We consider the problem of minimizing the delay in transporting a signal across a distance in a VLSI circuit.The problem can be restated as a combined buffer insertion, buffer sizing and wire sizing problem. We propose a simple buffering architecture for this problem and show that this architecture achieves a near optimal solution. We also derive simple models for a buffered wire which are suitable for high level design.
Introduction
Interconnects are having a great impact on the system performance in deep sub-micron era. Such a dominance highlights the need to tackle the problem of interconnects early in the design process. While connecting any two points on the chip, we need to minimize the signal transmission delay between them. We therefore need to find the solution for this elementary problem of interconnect delay minimization and also the cost hence incurred, in terms of area and power.
Considerable work has been done so far to come up with solutions for the interconnect delay minimization problem. Three techniques are commonly applied to reduce the delay of an existing wire topology: buffer insertion, wire sizing and simultaneous buffer insertion and wire sizing. The key to buffer insertion in optimizing delay is the isolation property of a buffer by which it decouples the capacitance of the descendants from its ancestors. If a purely capacitive load is to be driven, then a tapered configuration could be used for the buffers [1] . When the wire resistance can no longer be ignored, wire segmentation followed by buffer insertion is found to be beneficial [2] .
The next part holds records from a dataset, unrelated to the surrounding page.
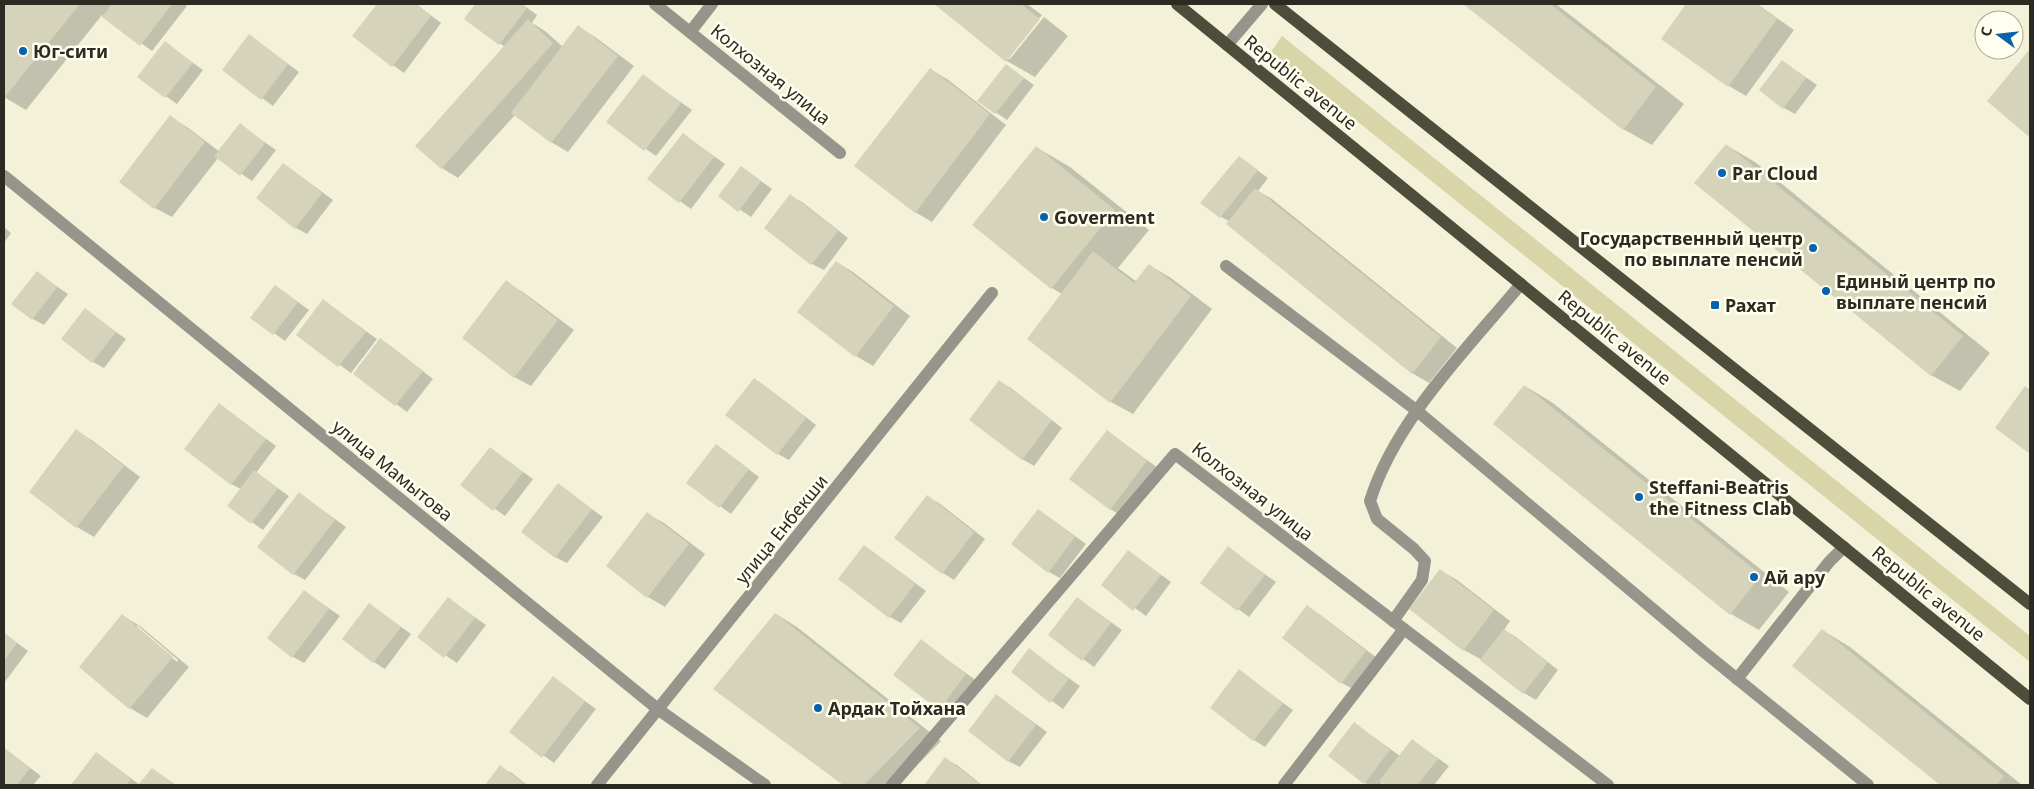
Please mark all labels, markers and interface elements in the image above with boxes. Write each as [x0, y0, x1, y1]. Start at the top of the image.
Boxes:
north arrow [1974, 10, 2024, 60]
street label: Колхозная улица [706, 18, 836, 130]
text: С [1976, 25, 1996, 38]
street label: Republic avenue [1239, 29, 1363, 135]
place label: Юг-сити [33, 39, 108, 63]
marker: Юг-сити [17, 45, 29, 57]
place label: Par Cloud [1732, 161, 1818, 185]
marker: Par Cloud [1716, 167, 1728, 179]
place label: Goverment [1054, 205, 1155, 229]
marker: Goverment [1038, 211, 1050, 223]
place label: Государственный центр по выплате пенсий [1580, 226, 1803, 271]
marker: Государственный центр по выплате пенсий [1807, 242, 1819, 254]
place label: Единый центр по выплате пенсий [1836, 269, 1996, 314]
street label: Republic avenue [1553, 284, 1677, 390]
marker: Единый центр по выплате пенсий [1820, 285, 1832, 297]
place label: Рахат [1725, 293, 1776, 317]
marker: Рахат [1709, 299, 1721, 311]
street label: улица Мамытова [328, 414, 458, 526]
street label: Колхозная улица [1187, 436, 1319, 546]
street label: улица Енбекши [729, 469, 833, 589]
place label: Steffani-Beatris the Fitness Clab [1649, 475, 1791, 520]
marker: Steffani-Beatris the Fitness Clab [1633, 491, 1645, 503]
street label: Republic avenue [1867, 540, 1991, 646]
place label: Ай ару [1764, 565, 1826, 589]
marker: Ай ару [1748, 571, 1760, 583]
place label: Ардак Тойхана [828, 696, 966, 720]
marker: Ардак Тойхана [812, 702, 824, 714]

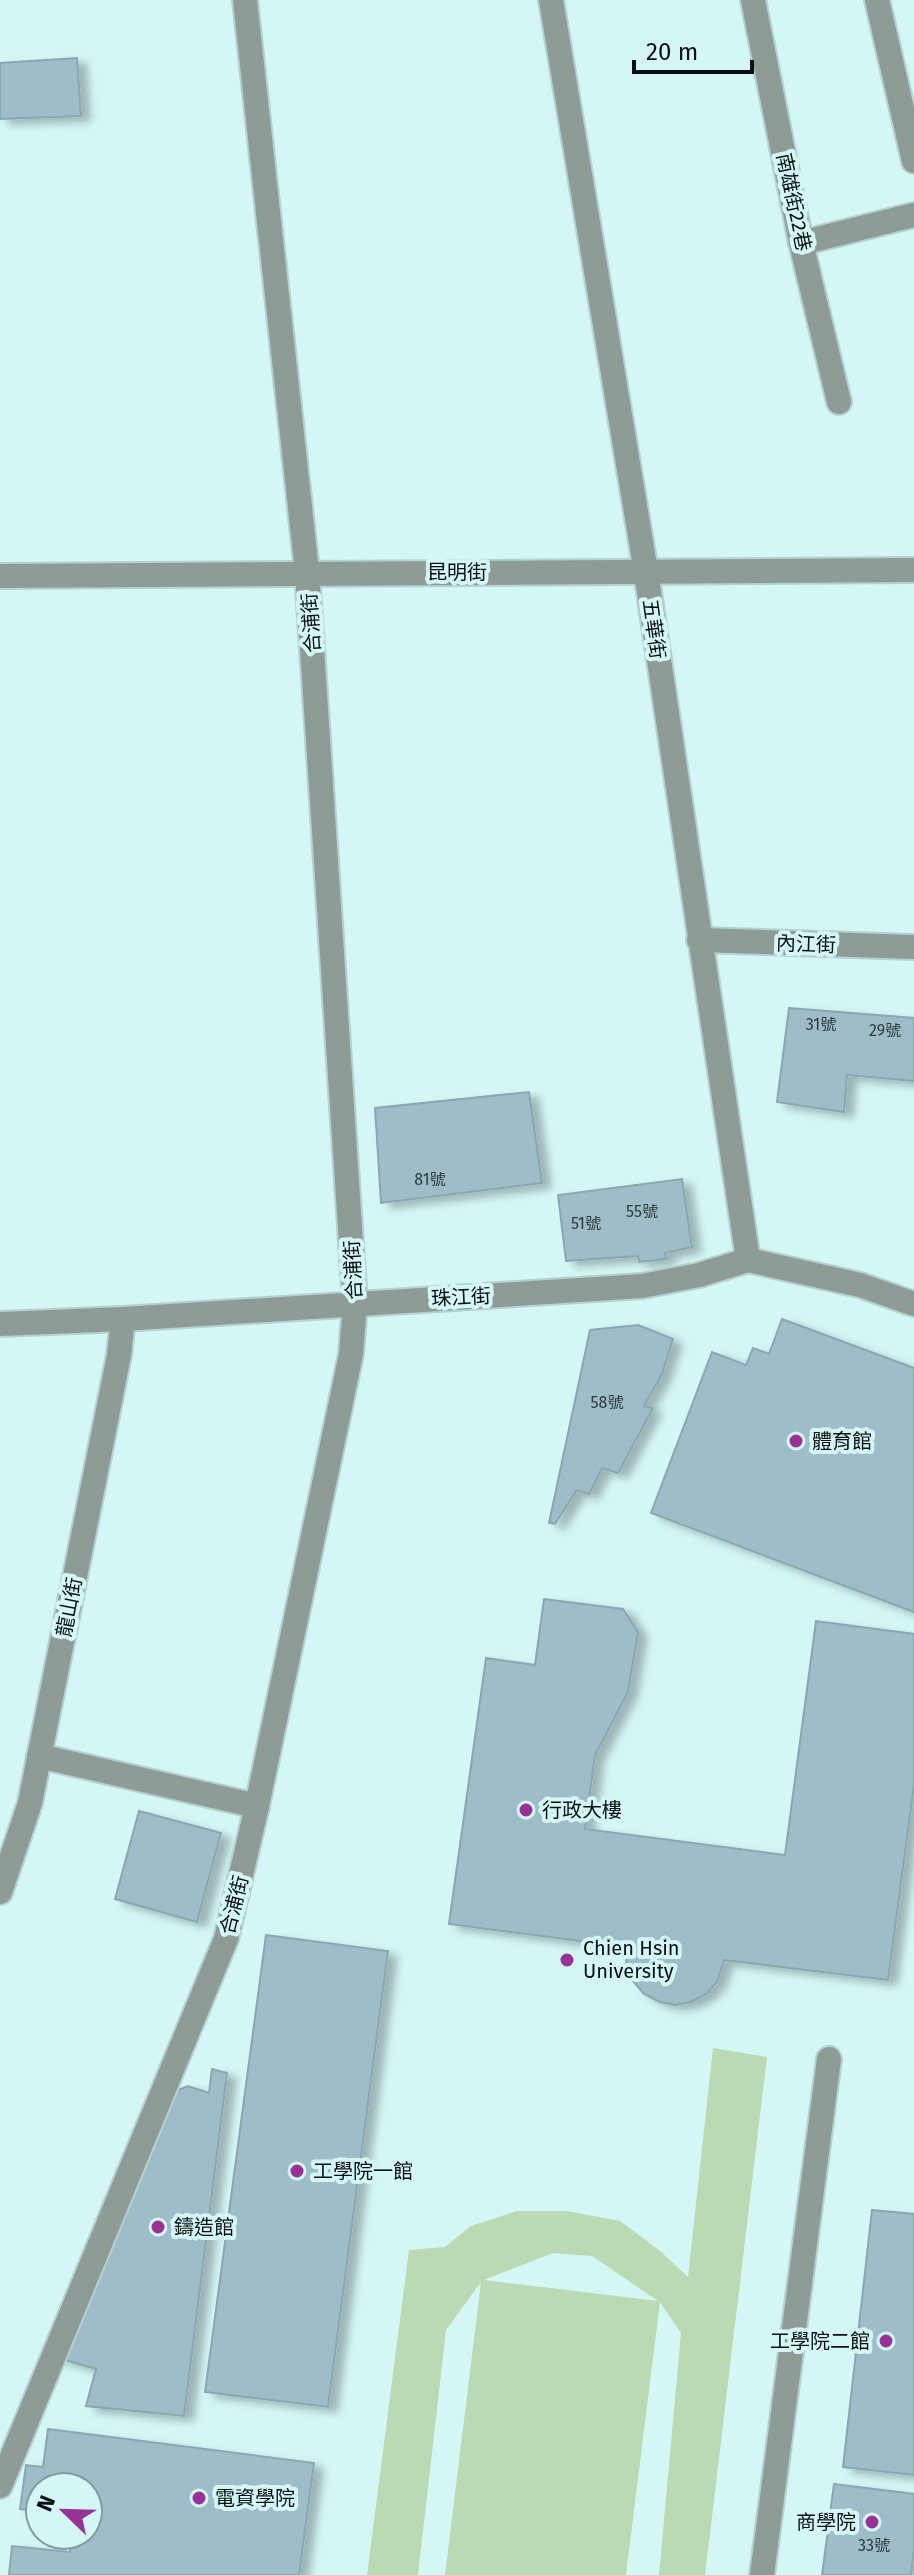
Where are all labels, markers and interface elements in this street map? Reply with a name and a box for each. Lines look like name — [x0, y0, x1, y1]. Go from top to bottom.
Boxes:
scale bar — [634, 24, 752, 74]
text: 20 m — [646, 38, 698, 66]
street label: 南雄街22巷 — [772, 151, 816, 253]
street label: 昆明街 — [427, 560, 487, 584]
street label: 合浦街 — [297, 592, 325, 654]
street label: 五華街 — [638, 598, 670, 660]
street label: 內江街 — [776, 931, 836, 957]
house number: 31號 — [806, 1015, 836, 1034]
house number: 29號 — [869, 1021, 901, 1040]
house number: 81號 — [414, 1170, 446, 1189]
house number: 55號 — [626, 1202, 658, 1221]
house number: 51號 — [571, 1214, 601, 1233]
street label: 合浦街 — [339, 1239, 367, 1301]
street label: 珠江街 — [430, 1283, 492, 1311]
house number: 58號 — [591, 1393, 623, 1412]
place label: 體育館 — [812, 1429, 872, 1453]
marker: 體育館 — [787, 1432, 805, 1450]
street label: 龍山街 — [51, 1575, 87, 1639]
place label: 行政大樓 — [542, 1798, 622, 1822]
marker: 行政大樓 — [517, 1801, 535, 1819]
street label: 合浦街 — [215, 1873, 253, 1937]
place label: Chien Hsin University — [583, 1936, 680, 1983]
marker: Chien Hsin University — [558, 1951, 576, 1969]
place label: 工學院一館 — [313, 2159, 413, 2183]
marker: 工學院一館 — [288, 2162, 306, 2180]
place label: 鑄造館 — [174, 2215, 234, 2239]
marker: 鑄造館 — [149, 2218, 167, 2236]
place label: 工學院二館 — [770, 2329, 870, 2353]
marker: 工學院二館 — [877, 2332, 895, 2350]
north arrow — [24, 2471, 104, 2551]
place label: 電資學院 — [215, 2486, 295, 2510]
marker: 電資學院 — [190, 2489, 208, 2507]
text: N — [31, 2491, 61, 2515]
place label: 商學院 — [796, 2510, 856, 2534]
marker: 商學院 — [863, 2513, 881, 2531]
house number: 33號 — [858, 2536, 890, 2555]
A simple approach for the design of optimal buffers for driving long uniform lines, as shown by Dhar et al, would be to use buffers in a tapered configuration both at the source and the sink, and have equidistant buffer placement on the middle wire section [3] . But the wire delay thus obtained, is not purely a function of the wire length. We shall see later how our work, although superficially similar to theirs, overcomes this drawback successfully.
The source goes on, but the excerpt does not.